Optimal bounds for semi-honest quantum oblivious transfer

TL;DR

This paper establishes the fundamental limits of security in quantum oblivious transfer, showing a tight tradeoff between cheating probabilities of the involved parties and providing protocols that approach these bounds.

Contribution

It introduces an optimal security bound for quantum oblivious transfer under a natural cheating definition, characterizing the tradeoff between parties' cheating probabilities.

Findings

Proves that 2B + A ≥ 2 for any quantum protocol

Shows that at least one party can cheat with probability ≥ 2/3

Constructs protocols approaching the optimal tradeoff curve

Abstract

Oblivious transfer is a fundamental cryptographic primitive in which Bob transfers one of two bits to Alice in such a way that Bob cannot know which of the two bits Alice has learned.

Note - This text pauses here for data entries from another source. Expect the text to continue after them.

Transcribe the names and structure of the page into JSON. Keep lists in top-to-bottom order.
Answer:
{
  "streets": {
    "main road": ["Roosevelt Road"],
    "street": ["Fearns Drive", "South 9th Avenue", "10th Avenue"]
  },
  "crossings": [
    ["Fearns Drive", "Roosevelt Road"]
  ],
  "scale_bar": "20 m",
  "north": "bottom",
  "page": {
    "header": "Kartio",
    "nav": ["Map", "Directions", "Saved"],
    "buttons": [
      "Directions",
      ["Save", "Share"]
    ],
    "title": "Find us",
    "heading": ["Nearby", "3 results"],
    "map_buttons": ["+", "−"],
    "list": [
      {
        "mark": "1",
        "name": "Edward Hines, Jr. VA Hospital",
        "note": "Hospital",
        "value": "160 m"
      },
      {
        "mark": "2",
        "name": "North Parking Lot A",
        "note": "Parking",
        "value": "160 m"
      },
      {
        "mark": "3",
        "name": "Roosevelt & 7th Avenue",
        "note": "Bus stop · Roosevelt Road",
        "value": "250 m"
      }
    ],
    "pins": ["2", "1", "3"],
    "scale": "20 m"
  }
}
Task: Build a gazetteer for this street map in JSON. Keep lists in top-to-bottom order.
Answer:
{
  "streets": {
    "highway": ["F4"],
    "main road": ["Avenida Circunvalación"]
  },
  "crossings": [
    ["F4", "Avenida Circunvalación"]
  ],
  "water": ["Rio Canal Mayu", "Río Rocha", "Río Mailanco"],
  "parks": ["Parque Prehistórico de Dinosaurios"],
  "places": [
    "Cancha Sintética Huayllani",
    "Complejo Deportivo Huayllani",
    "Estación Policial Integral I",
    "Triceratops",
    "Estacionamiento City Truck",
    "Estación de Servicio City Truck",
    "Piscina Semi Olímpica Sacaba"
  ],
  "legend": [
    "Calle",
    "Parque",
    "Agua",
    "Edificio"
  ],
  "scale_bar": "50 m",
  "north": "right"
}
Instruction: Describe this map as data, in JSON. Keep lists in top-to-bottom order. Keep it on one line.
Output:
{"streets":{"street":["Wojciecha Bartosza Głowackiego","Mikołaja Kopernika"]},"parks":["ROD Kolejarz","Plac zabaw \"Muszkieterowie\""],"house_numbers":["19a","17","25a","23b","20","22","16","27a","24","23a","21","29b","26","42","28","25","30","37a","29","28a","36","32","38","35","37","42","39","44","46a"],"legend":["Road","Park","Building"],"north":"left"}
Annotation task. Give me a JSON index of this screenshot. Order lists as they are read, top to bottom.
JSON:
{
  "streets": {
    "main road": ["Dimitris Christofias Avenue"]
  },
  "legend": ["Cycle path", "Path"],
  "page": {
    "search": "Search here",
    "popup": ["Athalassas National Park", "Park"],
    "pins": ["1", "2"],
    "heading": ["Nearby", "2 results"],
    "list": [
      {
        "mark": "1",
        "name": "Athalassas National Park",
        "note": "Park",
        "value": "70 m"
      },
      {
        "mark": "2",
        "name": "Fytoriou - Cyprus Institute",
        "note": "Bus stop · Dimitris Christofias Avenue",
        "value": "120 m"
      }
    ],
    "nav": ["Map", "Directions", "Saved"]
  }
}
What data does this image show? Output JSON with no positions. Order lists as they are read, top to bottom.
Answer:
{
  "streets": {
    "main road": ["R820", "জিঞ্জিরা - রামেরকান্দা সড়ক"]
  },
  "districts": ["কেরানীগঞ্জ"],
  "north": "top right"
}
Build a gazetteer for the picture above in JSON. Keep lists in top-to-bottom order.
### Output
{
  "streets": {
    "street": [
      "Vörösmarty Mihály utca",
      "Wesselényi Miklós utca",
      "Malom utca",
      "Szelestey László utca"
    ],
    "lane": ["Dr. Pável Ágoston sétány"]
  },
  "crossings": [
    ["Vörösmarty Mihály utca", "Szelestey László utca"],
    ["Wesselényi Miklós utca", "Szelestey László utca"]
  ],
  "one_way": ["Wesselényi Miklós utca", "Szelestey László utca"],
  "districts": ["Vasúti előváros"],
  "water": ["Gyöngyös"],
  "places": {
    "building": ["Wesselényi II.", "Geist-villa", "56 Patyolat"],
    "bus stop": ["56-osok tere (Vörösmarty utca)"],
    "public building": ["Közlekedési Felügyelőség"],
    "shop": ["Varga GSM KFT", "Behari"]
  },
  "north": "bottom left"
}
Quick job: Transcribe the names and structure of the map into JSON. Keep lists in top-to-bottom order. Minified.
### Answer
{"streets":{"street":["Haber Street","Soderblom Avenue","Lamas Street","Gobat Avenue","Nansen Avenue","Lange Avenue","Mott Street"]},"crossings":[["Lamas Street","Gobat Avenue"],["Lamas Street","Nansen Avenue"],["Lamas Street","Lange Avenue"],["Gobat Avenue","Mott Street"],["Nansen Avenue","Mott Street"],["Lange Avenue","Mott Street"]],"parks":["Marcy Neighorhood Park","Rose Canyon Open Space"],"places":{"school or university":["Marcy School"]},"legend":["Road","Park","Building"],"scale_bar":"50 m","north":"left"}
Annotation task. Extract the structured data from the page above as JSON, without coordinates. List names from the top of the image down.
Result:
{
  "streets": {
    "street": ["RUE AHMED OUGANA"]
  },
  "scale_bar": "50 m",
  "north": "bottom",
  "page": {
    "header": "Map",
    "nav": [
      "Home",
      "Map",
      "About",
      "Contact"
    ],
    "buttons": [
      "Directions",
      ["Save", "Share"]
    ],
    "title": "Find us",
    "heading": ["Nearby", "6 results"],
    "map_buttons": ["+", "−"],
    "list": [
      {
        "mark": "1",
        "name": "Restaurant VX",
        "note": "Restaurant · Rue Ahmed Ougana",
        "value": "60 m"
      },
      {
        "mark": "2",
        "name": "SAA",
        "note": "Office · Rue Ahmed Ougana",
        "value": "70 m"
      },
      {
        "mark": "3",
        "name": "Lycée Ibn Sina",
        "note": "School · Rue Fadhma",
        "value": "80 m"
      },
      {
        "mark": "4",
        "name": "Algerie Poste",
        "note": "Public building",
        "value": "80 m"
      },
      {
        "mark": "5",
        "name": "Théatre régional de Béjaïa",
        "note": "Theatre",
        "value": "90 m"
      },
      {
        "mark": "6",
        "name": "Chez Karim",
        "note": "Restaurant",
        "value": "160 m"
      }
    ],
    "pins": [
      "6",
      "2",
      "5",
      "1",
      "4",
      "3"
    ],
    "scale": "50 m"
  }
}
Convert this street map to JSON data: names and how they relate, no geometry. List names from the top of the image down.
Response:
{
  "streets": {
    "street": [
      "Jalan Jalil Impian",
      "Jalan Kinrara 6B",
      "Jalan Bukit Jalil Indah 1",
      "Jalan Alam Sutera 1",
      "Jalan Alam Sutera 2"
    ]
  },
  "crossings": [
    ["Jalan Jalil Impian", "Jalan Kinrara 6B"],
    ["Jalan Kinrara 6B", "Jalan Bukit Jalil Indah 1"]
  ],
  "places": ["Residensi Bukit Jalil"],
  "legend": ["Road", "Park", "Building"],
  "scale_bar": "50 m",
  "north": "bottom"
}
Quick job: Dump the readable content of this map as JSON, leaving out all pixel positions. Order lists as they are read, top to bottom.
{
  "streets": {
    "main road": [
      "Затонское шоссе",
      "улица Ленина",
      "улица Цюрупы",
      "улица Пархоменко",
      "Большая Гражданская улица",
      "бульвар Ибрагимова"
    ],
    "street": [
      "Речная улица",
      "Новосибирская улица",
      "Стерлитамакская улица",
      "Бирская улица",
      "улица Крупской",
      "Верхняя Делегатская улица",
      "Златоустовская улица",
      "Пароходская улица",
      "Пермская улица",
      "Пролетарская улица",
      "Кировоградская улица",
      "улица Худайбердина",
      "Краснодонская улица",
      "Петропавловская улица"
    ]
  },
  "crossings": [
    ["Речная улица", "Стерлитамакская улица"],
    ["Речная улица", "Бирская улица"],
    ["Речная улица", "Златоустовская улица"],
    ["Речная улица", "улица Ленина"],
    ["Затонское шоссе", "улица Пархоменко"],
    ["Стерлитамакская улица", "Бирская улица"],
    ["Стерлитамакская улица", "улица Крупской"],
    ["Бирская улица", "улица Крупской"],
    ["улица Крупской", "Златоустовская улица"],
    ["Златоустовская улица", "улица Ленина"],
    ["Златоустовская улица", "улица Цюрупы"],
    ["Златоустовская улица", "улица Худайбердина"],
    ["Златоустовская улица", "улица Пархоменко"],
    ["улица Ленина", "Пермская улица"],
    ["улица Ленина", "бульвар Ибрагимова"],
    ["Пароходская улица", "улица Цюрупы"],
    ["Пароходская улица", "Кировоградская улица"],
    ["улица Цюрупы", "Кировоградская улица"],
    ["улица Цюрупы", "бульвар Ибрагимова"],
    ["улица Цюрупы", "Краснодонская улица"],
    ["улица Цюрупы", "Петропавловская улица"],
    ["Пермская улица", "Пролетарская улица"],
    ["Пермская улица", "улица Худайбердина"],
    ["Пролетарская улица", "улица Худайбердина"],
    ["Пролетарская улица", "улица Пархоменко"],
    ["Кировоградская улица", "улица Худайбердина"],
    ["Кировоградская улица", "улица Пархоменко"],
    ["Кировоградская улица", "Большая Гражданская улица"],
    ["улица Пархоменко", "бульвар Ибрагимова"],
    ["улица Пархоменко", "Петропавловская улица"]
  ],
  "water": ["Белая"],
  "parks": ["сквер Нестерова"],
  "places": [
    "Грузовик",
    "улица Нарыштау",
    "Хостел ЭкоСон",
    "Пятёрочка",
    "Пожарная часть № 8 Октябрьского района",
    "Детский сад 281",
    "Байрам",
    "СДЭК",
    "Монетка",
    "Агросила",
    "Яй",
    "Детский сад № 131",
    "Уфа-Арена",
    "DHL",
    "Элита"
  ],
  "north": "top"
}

We present an optimal security bound for quantum oblivious transfer protocols under a natural and demanding definition of what it means for Alice to cheat. Our lower bound is a smooth tradeoff between the probability B with which Bob can guess Alice's bit choice and the probability A with which Alice can guess both of Bob's bits given that she learns one of the bits with certainty. We prove that 2B + A is greater than or equal to 2 in any quantum protocol for oblivious transfer, from which it follows that one of the two parties must be able to cheat with probability at least 2/3. We prove that this bound is optimal by exhibiting a family of protocols whose cheating probabilities can be made arbitrarily close to any point on the tradeoff curve.